Second, firewood collectors often gather wood from dead urban trees. “Hey, my sister in Tacoma had a guy come take down a dead maple in the yard. She’ll give us the firewood if we clean it up. Want to go to Tacoma this weekend and get a trailer of free firewood?” Urban trees (especially dead trees located near international ports and commercial centers) are much more likely to harbor exotic pests than live trees that were cut in remote areas. Wood going from urban areas out to remote cabins or forested campgrounds is of much more concern than trees going the other direction.
Third, firewood often sits around. Even if pests didn’t kill the trees, the wood may be exposed to egg laying insects that have time to ride on firewood, mature, and disperse before the wood gets burned. Most mills keep excellent control of their inventories. Logs being delivered by trucks are debarked and processed relatively quickly, and the waste material is burned. Most of the serious bark beetles and tunneling insects wouldn’t have time to mature in the wood before it is processed.

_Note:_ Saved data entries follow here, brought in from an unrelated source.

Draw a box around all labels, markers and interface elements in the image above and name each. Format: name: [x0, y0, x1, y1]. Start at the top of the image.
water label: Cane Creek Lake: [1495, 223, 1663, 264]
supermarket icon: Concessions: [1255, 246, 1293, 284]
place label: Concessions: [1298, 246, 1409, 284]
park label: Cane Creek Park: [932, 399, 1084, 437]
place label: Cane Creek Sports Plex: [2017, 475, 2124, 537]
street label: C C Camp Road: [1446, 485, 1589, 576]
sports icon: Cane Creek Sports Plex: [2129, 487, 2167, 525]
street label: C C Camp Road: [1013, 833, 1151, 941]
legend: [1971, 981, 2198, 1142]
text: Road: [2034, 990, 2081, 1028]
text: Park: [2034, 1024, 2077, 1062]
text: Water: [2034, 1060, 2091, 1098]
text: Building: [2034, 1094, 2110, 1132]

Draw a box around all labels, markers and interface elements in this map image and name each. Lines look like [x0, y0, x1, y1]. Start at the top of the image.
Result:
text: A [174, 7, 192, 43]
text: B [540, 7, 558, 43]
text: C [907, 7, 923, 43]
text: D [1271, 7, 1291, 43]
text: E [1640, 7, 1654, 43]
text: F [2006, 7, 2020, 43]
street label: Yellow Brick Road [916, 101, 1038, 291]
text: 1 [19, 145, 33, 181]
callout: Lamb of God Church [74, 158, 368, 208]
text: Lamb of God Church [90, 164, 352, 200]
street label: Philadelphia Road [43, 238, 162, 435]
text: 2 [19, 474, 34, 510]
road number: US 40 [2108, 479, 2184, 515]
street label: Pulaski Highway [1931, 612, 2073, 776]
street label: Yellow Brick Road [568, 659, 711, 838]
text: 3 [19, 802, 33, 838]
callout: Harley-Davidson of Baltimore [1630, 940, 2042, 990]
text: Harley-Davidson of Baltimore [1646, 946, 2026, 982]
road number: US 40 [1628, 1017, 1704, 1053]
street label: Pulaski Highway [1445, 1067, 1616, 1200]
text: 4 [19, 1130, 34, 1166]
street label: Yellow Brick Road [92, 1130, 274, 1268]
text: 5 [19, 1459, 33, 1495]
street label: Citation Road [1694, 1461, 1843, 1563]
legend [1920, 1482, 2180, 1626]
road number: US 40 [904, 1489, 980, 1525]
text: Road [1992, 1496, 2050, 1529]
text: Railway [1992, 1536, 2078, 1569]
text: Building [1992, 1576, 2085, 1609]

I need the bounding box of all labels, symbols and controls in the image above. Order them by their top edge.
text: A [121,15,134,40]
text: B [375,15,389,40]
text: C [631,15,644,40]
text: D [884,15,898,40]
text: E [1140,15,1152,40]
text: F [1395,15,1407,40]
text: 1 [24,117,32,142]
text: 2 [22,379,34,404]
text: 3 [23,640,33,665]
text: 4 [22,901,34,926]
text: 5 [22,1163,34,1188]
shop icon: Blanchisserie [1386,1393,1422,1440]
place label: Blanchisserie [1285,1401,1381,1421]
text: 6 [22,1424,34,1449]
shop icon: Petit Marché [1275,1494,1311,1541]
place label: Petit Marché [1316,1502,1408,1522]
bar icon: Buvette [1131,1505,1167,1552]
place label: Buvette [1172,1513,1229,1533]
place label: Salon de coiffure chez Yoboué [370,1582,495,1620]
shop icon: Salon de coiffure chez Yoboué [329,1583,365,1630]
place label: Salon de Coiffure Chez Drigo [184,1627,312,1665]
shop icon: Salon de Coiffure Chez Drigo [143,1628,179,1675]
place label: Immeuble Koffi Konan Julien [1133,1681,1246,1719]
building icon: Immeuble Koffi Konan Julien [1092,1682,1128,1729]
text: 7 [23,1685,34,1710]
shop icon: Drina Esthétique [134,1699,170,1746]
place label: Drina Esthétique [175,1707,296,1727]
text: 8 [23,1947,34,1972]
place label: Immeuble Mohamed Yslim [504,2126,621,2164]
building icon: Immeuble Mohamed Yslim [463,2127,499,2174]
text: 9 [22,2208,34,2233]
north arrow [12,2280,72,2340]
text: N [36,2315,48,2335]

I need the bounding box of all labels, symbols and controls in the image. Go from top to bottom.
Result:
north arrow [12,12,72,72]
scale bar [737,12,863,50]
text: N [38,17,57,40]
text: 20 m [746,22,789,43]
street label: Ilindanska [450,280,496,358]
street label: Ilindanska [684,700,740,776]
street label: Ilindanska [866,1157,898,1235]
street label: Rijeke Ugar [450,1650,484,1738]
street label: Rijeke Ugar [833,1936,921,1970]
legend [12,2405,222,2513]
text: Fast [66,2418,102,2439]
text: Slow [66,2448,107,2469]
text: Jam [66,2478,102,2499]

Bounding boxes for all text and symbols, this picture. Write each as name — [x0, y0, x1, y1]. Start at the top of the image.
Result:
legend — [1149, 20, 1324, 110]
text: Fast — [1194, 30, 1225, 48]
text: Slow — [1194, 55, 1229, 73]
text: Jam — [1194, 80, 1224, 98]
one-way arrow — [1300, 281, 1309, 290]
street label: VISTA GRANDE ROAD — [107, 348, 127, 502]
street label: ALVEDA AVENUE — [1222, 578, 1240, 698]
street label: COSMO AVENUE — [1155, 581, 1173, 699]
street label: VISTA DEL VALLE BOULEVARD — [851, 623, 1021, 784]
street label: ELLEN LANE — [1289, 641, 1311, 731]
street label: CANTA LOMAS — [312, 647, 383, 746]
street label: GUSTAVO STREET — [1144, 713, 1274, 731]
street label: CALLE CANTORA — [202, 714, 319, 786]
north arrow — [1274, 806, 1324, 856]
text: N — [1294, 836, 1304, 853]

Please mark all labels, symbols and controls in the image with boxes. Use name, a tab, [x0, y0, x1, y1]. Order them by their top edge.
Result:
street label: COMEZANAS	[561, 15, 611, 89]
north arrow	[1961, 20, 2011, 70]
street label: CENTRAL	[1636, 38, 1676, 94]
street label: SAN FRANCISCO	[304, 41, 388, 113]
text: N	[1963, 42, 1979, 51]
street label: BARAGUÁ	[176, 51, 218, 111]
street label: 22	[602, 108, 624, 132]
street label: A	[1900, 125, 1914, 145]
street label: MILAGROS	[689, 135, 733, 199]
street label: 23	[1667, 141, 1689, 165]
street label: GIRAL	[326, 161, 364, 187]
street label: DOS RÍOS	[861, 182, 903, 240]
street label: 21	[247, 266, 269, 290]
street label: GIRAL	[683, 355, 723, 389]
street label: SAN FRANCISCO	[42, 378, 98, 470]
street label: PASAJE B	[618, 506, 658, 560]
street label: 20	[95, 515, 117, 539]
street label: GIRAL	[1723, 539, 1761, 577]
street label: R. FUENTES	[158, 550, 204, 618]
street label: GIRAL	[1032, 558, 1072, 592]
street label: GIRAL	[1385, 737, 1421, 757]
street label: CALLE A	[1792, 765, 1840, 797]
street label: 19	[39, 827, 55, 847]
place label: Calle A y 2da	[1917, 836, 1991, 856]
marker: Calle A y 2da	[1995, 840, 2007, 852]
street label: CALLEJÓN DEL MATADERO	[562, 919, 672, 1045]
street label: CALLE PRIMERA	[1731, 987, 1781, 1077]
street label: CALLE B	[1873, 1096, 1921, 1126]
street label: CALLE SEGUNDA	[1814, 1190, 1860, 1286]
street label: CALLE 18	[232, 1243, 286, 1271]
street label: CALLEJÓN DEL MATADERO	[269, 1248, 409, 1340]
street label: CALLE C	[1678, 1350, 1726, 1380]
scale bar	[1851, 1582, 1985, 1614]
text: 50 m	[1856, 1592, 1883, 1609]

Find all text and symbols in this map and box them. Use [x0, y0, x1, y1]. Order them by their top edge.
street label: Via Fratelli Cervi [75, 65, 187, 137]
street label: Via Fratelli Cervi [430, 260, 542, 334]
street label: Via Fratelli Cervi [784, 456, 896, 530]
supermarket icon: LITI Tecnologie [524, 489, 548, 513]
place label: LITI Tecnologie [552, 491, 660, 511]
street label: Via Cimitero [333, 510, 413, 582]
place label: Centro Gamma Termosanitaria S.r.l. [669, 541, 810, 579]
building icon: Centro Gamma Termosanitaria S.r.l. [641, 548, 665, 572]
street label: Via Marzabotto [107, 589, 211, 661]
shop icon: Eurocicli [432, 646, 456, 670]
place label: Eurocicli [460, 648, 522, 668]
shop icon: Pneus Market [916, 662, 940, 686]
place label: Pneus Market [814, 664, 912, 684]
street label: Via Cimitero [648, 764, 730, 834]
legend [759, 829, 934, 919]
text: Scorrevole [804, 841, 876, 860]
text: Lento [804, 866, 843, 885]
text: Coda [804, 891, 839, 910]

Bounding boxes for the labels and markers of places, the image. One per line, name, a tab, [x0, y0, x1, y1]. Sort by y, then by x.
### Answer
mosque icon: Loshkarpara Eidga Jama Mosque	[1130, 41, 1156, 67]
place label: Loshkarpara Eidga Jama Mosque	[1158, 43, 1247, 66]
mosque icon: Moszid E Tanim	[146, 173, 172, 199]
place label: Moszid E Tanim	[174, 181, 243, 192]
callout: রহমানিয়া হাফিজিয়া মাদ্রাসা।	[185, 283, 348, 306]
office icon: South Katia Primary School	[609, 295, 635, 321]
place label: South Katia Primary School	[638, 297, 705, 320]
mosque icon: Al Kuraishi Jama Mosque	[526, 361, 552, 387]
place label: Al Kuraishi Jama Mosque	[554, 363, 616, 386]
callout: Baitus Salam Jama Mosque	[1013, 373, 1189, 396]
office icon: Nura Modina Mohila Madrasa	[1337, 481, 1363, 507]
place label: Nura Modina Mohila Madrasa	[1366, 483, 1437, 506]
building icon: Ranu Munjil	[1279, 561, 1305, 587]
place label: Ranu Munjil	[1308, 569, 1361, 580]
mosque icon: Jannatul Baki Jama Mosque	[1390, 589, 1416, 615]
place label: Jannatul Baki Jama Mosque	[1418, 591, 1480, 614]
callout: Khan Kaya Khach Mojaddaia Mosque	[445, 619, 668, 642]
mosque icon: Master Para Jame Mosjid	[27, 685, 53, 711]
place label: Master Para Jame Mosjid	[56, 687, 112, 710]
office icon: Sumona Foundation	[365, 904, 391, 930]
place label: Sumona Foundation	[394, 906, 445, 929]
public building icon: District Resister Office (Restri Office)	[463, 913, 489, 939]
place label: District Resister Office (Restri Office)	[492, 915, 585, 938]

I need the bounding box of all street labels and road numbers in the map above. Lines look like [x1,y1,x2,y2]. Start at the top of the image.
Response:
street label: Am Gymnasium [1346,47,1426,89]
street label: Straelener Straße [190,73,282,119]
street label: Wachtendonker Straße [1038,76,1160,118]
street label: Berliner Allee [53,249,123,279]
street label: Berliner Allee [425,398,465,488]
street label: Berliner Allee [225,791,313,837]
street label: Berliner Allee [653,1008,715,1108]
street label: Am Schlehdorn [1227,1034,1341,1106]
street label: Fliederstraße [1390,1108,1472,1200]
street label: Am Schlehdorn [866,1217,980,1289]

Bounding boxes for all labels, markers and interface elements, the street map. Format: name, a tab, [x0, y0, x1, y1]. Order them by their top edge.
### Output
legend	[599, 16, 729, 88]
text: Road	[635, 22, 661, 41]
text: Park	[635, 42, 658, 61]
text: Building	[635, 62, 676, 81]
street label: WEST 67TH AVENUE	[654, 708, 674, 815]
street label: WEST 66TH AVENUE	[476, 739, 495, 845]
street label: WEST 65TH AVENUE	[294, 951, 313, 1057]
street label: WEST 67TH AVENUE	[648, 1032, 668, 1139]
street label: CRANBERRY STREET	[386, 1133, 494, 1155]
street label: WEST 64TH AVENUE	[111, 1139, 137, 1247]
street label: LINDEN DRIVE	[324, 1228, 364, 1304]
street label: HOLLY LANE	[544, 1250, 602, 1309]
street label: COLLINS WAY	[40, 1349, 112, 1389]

Fourth, hauling material from eastern Washington to western Washington usually doesn’t take native forest pests across a distance they probably couldn’t already go on their own. The western spruce budworm, that is currently causing defoliation of Douglas-fir and grand fir over large areas of eastern Washington, is a good example. Although during late fall and winter a few tiny western spruce budworm caterpillars could be hidden among the bark of logs that are being transported, big concentrations of eggs are found on the needles and would not be transported with logs or bark. It’s also quite common to observe clouds of adult budworm moths that have been blown across major mountain passes from east to west in late summer. They lay eggs which grow into caterpillars that cause 1-2 years of defoliation, but fail to thrive and do not establish persistent populations. Something in western Washington (likely damp spring weather and competition from a different budworm species that’s more common in western Washington) suppresses them.
Aside from the western spruce budworm, most of the other wood pests found in eastern Washington are already in western Washington, so the few more Douglas-fir beetles or mountain pine beetles that get brought here and escape processing in the mill are just joining their brothers and sisters and competing with them for the same habitat.
There are many good reasons to operate mills and processing facilities to reduce hauling costs and provide more jobs close to areas where trees are harvested. There are also many reasons to avoid moving firewood that could harbor unknown pests. At this time, we are quite comfortable that the risks of moving pests across Washington on most commercial forestry products is low. Firewood is more risky than timber because of the longer distances, longer exposure time, urban to rural directions, and challenge of contacting users if a pest is detected.
An ongoing “thank you” to you for managing your forests to make them less susceptible to pests. By allowing the strongest trees to thrive, you reduce the chance that your land could be an easy target for native or exotic pests no matter how they’d arrive.